Ridership increased across all modes, with the biggest increase in trolley ridership, up by 8% followed by buses up by 5.9% and then subway, up by 5.2%.

MBTA general manager Jonathan Davis credited the record ridership to various factors including a growing state economy, lower state unemployment rates, increased availability of real-time information for riders and an overall improvement of MBTA reliability. To me, the reasons for the increased ridership are less important than the bigger, general trend: more and more people are relying on the Commonwealth’s transit system. This is great news for people and the environment because it means less air pollution and fewer greenhouse gas emissions. Choosing transit instead of driving alone produces half the greenhouse gas emissions per mile.  For this we can all breathe easier, whether you use public transit or not.

Unfortunately, last January, the MBTA announced a budget deficit of $159 million. Just a month ago, on July 1, fares went up 23% to raise an additional $84 million a year for the agency. The rest of the deficit was closed by a combination of service changes, administrative efficiencies, and one-time revenues. Already, the MBTA has projected a new operating budget gap of close to $90 million for next year. That means that it’s a guarantee we’ll be having the same conversation again soon and fare increases and service cuts will be on the table once again if we do not come up with a long-term solution and balance the MBTA’s budget for good. The numbers are clear. People want a healthy transit system and the time to invest is now.

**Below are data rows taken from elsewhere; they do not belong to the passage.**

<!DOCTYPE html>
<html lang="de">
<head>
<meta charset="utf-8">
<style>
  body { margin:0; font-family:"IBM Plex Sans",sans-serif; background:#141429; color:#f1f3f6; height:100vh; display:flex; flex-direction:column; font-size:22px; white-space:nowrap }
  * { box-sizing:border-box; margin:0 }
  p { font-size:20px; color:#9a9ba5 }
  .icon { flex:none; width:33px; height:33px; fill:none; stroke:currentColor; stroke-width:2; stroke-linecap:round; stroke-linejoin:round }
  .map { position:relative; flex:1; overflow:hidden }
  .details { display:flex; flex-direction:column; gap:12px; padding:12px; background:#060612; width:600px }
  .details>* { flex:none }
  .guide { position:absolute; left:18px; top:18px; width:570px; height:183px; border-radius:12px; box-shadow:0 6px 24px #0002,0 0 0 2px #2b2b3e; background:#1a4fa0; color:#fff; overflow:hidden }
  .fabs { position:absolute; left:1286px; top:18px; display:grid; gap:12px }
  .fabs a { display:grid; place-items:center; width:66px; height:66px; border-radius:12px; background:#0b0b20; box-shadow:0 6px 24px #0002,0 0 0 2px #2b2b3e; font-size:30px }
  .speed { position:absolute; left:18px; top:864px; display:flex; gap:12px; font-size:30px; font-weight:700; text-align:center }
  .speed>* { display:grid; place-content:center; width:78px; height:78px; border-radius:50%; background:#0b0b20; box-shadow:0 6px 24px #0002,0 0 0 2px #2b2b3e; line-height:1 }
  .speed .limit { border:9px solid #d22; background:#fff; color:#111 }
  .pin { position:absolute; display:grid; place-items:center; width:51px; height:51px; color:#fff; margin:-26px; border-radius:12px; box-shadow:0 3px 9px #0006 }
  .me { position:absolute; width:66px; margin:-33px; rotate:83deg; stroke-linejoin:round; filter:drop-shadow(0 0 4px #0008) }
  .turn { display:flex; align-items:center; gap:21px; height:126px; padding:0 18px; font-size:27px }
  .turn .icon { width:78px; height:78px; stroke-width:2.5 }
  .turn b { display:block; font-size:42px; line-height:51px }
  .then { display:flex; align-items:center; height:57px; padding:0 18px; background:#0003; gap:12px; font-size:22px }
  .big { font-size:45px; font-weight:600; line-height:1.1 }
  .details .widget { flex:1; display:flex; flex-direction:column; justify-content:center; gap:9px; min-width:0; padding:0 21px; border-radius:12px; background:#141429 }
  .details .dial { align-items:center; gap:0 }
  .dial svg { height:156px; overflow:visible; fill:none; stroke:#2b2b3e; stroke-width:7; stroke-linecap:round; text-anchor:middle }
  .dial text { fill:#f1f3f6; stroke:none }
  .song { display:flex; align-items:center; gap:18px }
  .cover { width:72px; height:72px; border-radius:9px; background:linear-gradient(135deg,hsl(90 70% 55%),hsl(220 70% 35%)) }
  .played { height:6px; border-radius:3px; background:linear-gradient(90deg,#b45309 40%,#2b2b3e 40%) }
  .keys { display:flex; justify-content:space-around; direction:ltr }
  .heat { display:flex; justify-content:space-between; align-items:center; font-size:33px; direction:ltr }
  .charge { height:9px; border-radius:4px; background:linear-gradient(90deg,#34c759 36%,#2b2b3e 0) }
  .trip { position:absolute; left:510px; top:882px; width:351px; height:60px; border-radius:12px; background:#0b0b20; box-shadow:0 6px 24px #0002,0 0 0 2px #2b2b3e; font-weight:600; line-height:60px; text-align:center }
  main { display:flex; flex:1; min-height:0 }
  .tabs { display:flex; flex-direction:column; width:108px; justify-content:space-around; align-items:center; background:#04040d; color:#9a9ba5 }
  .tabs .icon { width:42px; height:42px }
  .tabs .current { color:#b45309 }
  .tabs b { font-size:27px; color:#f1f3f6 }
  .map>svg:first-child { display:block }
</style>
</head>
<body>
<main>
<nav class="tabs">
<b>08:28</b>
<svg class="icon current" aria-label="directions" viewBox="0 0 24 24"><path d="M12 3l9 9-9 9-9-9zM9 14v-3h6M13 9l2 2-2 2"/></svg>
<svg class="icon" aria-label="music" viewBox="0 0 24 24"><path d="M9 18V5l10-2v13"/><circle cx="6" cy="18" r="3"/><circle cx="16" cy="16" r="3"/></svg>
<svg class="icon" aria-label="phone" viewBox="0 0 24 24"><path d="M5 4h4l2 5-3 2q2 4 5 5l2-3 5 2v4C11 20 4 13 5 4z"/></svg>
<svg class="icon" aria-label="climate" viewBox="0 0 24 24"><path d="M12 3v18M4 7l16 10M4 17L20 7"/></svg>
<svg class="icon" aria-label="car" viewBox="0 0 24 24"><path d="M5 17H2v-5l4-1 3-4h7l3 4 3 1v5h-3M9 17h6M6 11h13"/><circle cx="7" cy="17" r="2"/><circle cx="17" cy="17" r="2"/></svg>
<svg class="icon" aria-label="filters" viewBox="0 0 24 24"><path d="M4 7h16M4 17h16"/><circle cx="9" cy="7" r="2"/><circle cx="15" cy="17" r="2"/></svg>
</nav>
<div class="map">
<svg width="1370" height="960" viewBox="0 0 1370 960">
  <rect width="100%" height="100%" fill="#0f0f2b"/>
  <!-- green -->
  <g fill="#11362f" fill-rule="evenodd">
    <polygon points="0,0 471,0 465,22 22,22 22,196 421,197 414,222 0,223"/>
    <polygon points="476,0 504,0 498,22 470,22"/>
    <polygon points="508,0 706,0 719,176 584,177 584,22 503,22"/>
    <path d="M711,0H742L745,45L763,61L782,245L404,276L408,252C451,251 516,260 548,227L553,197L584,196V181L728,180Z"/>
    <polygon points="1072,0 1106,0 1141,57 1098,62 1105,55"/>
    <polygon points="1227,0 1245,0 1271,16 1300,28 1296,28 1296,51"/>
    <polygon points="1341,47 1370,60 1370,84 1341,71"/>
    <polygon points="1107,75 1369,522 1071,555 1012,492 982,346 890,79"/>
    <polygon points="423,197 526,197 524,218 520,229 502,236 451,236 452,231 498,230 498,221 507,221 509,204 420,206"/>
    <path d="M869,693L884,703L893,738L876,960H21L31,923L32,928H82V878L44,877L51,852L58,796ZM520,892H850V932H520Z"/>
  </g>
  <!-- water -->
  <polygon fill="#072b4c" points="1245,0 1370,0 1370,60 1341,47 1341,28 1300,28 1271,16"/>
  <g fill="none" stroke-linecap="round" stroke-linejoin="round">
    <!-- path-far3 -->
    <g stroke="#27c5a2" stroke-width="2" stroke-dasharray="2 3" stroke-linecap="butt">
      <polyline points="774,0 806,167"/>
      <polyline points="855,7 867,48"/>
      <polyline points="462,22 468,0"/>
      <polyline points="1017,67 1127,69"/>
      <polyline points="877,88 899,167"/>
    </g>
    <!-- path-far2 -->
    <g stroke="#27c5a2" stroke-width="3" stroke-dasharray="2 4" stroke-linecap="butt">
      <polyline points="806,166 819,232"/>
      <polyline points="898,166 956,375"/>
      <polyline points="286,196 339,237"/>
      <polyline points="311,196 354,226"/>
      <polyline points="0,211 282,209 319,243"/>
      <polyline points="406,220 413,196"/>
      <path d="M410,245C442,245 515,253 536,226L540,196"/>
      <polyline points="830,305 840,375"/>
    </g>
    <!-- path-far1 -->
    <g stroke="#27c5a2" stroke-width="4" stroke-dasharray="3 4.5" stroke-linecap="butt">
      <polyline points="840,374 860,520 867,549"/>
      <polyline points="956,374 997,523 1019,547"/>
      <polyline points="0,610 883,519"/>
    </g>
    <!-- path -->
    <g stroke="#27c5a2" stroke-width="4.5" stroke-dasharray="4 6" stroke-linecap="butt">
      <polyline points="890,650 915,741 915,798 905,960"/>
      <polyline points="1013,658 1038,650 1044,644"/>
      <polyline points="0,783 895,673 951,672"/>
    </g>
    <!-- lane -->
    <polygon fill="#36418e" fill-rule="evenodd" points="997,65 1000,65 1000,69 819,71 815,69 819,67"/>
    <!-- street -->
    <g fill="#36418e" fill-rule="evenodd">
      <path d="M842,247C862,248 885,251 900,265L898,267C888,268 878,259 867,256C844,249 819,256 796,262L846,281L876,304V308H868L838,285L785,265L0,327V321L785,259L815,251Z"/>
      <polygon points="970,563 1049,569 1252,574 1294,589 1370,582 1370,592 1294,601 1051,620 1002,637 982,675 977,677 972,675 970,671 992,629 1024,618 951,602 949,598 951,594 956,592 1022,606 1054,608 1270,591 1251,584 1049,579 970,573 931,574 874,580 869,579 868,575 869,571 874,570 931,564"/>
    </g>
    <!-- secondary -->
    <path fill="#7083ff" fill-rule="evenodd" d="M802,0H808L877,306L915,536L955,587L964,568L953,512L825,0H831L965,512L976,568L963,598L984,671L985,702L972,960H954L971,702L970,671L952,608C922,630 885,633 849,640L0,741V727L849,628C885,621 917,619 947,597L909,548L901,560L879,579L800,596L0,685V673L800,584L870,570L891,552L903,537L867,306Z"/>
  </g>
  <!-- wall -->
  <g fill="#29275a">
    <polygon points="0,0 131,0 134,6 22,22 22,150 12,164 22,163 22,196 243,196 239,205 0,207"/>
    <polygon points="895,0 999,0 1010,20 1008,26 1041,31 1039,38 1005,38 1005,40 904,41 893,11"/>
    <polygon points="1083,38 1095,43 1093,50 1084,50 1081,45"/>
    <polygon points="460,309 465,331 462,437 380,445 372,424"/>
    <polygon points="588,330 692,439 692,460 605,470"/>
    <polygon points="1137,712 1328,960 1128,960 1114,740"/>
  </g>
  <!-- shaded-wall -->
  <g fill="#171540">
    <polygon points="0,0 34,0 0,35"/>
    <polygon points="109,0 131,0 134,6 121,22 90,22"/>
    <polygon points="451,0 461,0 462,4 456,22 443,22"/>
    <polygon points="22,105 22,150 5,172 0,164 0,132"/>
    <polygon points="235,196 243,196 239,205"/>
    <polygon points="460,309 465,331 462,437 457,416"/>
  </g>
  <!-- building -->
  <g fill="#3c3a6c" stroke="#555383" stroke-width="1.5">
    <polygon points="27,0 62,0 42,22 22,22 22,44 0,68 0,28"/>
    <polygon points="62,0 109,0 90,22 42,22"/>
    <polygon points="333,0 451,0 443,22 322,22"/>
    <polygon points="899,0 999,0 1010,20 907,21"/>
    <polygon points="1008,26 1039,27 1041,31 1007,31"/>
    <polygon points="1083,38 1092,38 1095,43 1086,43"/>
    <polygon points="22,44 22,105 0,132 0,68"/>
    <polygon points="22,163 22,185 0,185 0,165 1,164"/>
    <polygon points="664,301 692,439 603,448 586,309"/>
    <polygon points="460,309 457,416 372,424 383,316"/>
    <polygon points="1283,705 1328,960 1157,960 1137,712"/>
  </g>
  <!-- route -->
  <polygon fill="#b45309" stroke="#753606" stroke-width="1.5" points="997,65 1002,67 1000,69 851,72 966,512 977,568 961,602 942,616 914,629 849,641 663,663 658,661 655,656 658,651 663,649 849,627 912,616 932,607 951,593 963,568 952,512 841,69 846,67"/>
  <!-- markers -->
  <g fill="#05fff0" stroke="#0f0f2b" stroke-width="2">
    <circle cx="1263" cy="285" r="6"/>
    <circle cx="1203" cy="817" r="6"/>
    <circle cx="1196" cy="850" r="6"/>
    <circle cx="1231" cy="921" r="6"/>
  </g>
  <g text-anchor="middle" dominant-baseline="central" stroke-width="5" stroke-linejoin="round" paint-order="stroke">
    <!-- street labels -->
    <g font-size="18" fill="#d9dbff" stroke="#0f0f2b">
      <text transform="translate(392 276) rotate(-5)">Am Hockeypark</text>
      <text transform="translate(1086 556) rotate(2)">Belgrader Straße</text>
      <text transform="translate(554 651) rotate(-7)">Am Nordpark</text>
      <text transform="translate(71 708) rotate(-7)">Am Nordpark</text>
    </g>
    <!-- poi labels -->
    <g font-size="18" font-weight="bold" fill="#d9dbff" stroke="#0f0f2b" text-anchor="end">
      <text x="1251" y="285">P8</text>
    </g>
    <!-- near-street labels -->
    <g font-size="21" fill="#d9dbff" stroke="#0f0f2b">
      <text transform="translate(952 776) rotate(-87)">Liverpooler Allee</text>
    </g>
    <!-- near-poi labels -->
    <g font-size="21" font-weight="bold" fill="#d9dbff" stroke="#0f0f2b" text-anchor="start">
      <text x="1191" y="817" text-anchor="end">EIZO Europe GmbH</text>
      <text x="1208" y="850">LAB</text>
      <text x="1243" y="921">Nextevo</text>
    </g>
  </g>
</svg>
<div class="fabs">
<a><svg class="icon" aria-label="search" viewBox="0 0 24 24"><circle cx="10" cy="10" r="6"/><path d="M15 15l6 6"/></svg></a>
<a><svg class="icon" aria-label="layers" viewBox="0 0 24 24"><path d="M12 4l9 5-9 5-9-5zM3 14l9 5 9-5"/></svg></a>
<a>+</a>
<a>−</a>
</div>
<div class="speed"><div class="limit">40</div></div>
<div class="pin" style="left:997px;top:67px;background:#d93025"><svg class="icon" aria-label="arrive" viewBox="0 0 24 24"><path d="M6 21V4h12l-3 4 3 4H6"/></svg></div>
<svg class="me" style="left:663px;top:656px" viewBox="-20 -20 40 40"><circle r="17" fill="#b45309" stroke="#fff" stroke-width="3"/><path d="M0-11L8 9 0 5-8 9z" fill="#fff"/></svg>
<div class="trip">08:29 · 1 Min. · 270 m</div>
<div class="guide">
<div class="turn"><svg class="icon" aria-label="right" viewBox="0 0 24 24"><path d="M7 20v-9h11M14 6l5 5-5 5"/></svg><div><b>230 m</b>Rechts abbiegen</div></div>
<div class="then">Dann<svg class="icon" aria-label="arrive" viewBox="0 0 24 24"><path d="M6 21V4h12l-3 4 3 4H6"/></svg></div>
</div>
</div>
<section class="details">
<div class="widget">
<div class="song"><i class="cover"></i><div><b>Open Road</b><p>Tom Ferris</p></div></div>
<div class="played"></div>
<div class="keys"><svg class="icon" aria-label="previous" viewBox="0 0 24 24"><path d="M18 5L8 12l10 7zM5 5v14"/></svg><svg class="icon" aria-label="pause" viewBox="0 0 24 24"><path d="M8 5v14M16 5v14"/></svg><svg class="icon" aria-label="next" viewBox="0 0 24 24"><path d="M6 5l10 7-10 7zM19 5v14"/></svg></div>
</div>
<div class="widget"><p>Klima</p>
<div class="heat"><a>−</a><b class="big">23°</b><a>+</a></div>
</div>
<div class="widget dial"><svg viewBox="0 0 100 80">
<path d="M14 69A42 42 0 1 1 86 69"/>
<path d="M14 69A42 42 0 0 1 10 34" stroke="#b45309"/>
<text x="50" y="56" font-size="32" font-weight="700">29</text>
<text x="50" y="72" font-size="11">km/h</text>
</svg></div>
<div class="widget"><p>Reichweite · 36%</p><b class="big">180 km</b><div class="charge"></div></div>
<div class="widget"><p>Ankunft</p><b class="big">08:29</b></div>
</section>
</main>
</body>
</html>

MBTA Balanced Budget for FY13: Are we there yet?

May 29, 2012 by  | Bio |  Leave a Comment

Photo Credit: Barbara Krawcowicz @ flickr

They say that passing legislation is like making sausages. That may be true, but sometimes it is more like waiting for the bus.

Almost two months ago, the board of the Massachusetts Bay Transportation Authority (MBTA) approved a balanced operating budget for the coming fiscal year, which includes revenue sources that still need legislative approval. Today, the Boston Globe reported about the continuing lack of a resolution.  How much progress has been made?

Well, if you look closely at your “Where is my bus?” app, you can see that we are slowly getting somewhere.  The house members of the Joint Committee on Transportation succeeded at locating the MBTA operating budget related measures in the Governor’s bill among the long list of corrective changes to the structure of MassDOT, stripped the legislation of all of its non-pressing parts, set aside $6.5 million for the state’s fifteen regional transit authorities (RTAs), which are also cash-strapped, changed some of the revenue sources, added enough funds to make sure the MBTA’s FY13 operating budget is still balanced, and reported the bill out of committee. According to the House Chair of the Joint Committee on Transportation, the full House is likely to vote on the package in the next two weeks.  After that, of course, we still have a good distance to go before the MBTA’s budget is truly balanced. This process cannot take too long, however, since the fare increases and service cuts are supposed to take effect on July 1.

Missing from this timeline, however, despite a number of protests, is a discussion on Beacon Hill on how to protect the MBTA’s most transit-dependent riders from the impending fare increase. The budget assumes a fare increase of 23%, even with the legislature’s help. CLF has proposed a reduced or discounted fare for low-income passengers.  This could help the MBTA ensure that a fare increase is equitable. The MBTA would be following a growing trend in the country. The Chicago Transit Authority, for example, in September of 2011, launched free fare cards for low-income seniors, paired with reduced fares for all seniors. Sun Tran in Tuscan, Arizona all Pima County residents over the age of five who meet low-income requirements are eligible for a reduced fare. C-TRAN in Vancouver, Washington, also has a similar program for low-income residents, as do Iowa City Transit in Iowa City, Iowa and Kitsap Transit in Kitsap County, Washington. We are still waiting for this concept to be added to the legislation.

When can we expect progress on this front? I don’t know, but maybe the MBTA has an app for that.